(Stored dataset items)
=== Begin Enclosure ===
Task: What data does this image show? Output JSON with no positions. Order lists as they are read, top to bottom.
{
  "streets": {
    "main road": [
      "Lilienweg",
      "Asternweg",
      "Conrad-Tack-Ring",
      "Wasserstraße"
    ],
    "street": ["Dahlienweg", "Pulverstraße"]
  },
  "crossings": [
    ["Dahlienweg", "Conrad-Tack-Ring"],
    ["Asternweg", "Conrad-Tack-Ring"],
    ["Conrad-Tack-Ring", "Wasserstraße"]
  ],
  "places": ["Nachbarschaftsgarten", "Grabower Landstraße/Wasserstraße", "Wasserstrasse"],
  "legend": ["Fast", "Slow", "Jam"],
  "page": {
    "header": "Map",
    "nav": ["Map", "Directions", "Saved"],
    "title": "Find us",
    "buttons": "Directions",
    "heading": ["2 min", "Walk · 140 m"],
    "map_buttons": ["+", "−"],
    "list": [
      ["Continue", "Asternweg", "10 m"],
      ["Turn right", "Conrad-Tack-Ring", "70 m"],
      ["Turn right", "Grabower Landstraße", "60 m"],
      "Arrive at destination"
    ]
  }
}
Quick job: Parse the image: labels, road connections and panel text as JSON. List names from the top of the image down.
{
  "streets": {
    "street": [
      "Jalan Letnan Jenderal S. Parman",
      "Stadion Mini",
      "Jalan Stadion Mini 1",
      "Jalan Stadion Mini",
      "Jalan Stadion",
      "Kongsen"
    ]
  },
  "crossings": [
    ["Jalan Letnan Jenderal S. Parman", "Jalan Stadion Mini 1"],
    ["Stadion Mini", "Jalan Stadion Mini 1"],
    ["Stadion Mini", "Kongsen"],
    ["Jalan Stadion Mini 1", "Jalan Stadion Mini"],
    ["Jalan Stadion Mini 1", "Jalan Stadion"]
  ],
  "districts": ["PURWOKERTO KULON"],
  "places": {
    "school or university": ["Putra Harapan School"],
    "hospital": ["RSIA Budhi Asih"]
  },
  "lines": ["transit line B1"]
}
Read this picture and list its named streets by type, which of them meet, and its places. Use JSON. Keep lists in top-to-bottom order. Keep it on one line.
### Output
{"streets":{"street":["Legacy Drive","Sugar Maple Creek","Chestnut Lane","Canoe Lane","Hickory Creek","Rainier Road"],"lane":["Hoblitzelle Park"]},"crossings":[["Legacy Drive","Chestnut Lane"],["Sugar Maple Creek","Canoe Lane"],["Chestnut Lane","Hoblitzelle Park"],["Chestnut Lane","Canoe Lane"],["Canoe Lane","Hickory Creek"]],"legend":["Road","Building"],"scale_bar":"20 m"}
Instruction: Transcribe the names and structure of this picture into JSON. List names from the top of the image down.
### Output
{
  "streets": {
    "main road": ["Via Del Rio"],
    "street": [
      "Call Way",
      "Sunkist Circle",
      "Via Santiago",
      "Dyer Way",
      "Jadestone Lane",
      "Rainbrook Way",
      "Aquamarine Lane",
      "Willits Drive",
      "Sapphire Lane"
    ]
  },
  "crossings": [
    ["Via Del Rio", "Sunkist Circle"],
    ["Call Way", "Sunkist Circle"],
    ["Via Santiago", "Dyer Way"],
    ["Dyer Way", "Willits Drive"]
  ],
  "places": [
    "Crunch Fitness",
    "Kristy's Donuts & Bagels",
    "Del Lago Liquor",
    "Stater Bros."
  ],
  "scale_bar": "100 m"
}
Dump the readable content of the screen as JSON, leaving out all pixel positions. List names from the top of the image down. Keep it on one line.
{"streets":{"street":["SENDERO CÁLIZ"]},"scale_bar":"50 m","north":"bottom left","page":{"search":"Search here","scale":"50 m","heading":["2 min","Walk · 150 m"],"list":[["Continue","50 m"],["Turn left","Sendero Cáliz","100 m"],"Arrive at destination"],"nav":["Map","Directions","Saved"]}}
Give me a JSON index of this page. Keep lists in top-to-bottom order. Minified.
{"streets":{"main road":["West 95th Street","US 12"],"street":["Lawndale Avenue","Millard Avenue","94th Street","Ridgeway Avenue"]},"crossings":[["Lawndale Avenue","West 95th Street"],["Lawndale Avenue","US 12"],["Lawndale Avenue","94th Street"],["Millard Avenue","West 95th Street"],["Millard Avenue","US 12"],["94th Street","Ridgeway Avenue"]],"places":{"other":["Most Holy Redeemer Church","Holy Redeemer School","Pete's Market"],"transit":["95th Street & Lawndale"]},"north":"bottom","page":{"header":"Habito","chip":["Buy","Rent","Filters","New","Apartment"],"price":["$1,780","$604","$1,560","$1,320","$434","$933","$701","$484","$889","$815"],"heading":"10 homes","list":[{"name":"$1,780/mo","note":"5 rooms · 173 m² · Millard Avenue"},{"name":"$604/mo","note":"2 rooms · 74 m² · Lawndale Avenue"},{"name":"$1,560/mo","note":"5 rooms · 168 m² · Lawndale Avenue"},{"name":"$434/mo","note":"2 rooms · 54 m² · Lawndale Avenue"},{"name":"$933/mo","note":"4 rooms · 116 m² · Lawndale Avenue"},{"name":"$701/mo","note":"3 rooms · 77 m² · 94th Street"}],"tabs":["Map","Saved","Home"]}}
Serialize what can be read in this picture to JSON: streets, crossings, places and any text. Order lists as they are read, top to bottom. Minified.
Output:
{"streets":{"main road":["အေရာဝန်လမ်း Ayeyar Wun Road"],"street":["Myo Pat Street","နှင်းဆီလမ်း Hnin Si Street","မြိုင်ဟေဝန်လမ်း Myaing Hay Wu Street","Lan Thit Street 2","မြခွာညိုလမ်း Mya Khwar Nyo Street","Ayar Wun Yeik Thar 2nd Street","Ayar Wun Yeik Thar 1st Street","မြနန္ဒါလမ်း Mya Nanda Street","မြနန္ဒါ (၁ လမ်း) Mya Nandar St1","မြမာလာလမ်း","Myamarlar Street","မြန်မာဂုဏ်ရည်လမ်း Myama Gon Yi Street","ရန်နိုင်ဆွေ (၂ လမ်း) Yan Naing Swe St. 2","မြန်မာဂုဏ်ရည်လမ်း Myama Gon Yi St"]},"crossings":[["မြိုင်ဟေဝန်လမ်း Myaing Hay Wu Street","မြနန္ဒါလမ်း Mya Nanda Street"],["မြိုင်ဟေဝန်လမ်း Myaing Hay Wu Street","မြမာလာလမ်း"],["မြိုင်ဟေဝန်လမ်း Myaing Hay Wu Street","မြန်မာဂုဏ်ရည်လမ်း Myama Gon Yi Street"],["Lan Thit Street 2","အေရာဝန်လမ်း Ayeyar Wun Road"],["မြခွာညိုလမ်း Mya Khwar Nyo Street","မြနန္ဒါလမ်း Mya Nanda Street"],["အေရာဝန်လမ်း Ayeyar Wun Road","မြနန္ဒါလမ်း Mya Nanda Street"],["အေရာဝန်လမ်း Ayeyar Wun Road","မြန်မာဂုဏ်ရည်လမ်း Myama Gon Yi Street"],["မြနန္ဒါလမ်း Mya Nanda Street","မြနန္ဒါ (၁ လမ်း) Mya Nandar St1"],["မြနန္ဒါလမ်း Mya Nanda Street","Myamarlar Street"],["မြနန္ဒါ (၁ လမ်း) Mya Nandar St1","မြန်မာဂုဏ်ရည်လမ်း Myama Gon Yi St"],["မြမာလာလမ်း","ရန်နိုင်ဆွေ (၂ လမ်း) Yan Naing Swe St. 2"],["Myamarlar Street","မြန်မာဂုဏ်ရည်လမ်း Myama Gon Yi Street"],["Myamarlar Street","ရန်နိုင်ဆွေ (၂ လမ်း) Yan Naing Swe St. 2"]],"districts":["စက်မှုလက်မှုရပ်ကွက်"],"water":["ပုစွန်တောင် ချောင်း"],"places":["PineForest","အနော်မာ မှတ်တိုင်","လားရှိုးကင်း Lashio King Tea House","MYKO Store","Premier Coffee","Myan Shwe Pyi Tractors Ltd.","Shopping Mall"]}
=== End Enclosure ===
Description of the task
From the data, pick out every line that includes "transit".

Answer to the problem
  "lines": ["transit line B1"]
{"streets":{"main road":["West 95th Street","US 12"],"street":["Lawndale Avenue","Millard Avenue","94th Street","Ridgeway Avenue"]},"crossings":[["Lawndale Avenue","West 95th Street"],["Lawndale Avenue","US 12"],["Lawndale Avenue","94th Street"],["Millard Avenue","West 95th Street"],["Millard Avenue","US 12"],["94th Street","Ridgeway Avenue"]],"places":{"other":["Most Holy Redeemer Church","Holy Redeemer School","Pete's Market"],"transit":["95th Street & Lawndale"]},"north":"bottom","page":{"header":"Habito","chip":["Buy","Rent","Filters","New","Apartment"],"price":["$1,780","$604","$1,560","$1,320","$434","$933","$701","$484","$889","$815"],"heading":"10 homes","list":[{"name":"$1,780/mo","note":"5 rooms · 173 m² · Millard Avenue"},{"name":"$604/mo","note":"2 rooms · 74 m² · Lawndale Avenue"},{"name":"$1,560/mo","note":"5 rooms · 168 m² · Lawndale Avenue"},{"name":"$434/mo","note":"2 rooms · 54 m² · Lawndale Avenue"},{"name":"$933/mo","note":"4 rooms · 116 m² · Lawndale Avenue"},{"name":"$701/mo","note":"3 rooms · 77 m² · 94th Street"}],"tabs":["Map","Saved","Home"]}}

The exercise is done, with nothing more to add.